Given records:
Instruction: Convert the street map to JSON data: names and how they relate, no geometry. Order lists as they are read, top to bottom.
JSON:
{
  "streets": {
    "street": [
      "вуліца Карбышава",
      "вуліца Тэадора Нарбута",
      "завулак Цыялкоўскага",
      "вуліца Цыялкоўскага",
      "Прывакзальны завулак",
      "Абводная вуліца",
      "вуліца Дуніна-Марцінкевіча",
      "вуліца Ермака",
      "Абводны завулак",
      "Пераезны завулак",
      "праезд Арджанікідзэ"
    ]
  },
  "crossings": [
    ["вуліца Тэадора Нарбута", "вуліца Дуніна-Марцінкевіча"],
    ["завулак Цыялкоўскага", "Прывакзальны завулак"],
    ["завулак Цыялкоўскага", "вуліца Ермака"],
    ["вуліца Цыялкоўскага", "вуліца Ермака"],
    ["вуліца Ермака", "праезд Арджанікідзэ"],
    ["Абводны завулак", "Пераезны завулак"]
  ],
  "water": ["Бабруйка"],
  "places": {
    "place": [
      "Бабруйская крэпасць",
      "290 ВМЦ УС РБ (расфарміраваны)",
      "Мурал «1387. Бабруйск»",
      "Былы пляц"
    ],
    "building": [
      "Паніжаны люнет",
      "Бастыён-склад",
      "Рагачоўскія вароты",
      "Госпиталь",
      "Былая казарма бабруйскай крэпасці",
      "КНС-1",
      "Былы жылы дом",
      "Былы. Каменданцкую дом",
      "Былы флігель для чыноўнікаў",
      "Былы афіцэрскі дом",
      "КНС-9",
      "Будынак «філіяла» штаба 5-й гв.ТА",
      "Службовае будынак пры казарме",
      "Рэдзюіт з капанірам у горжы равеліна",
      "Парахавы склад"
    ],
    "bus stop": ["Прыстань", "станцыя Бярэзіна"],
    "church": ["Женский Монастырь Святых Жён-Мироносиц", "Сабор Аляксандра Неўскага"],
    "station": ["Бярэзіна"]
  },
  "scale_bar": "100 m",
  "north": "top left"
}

Aim of the exercise: Retype all of the records above, word for word.

Task solution:
Instruction: Convert the street map to JSON data: names and how they relate, no geometry. Order lists as they are read, top to bottom.
JSON:
{
  "streets": {
    "street": [
      "вуліца Карбышава",
      "вуліца Тэадора Нарбута",
      "завулак Цыялкоўскага",
      "вуліца Цыялкоўскага",
      "Прывакзальны завулак",
      "Абводная вуліца",
      "вуліца Дуніна-Марцінкевіча",
      "вуліца Ермака",
      "Абводны завулак",
      "Пераезны завулак",
      "праезд Арджанікідзэ"
    ]
  },
  "crossings": [
    ["вуліца Тэадора Нарбута", "вуліца Дуніна-Марцінкевіча"],
    ["завулак Цыялкоўскага", "Прывакзальны завулак"],
    ["завулак Цыялкоўскага", "вуліца Ермака"],
    ["вуліца Цыялкоўскага", "вуліца Ермака"],
    ["вуліца Ермака", "праезд Арджанікідзэ"],
    ["Абводны завулак", "Пераезны завулак"]
  ],
  "water": ["Бабруйка"],
  "places": {
    "place": [
      "Бабруйская крэпасць",
      "290 ВМЦ УС РБ (расфарміраваны)",
      "Мурал «1387. Бабруйск»",
      "Былы пляц"
    ],
    "building": [
      "Паніжаны люнет",
      "Бастыён-склад",
      "Рагачоўскія вароты",
      "Госпиталь",
      "Былая казарма бабруйскай крэпасці",
      "КНС-1",
      "Былы жылы дом",
      "Былы. Каменданцкую дом",
      "Былы флігель для чыноўнікаў",
      "Былы афіцэрскі дом",
      "КНС-9",
      "Будынак «філіяла» штаба 5-й гв.ТА",
      "Службовае будынак пры казарме",
      "Рэдзюіт з капанірам у горжы равеліна",
      "Парахавы склад"
    ],
    "bus stop": ["Прыстань", "станцыя Бярэзіна"],
    "church": ["Женский Монастырь Святых Жён-Мироносиц", "Сабор Аляксандра Неўскага"],
    "station": ["Бярэзіна"]
  },
  "scale_bar": "100 m",
  "north": "top left"
}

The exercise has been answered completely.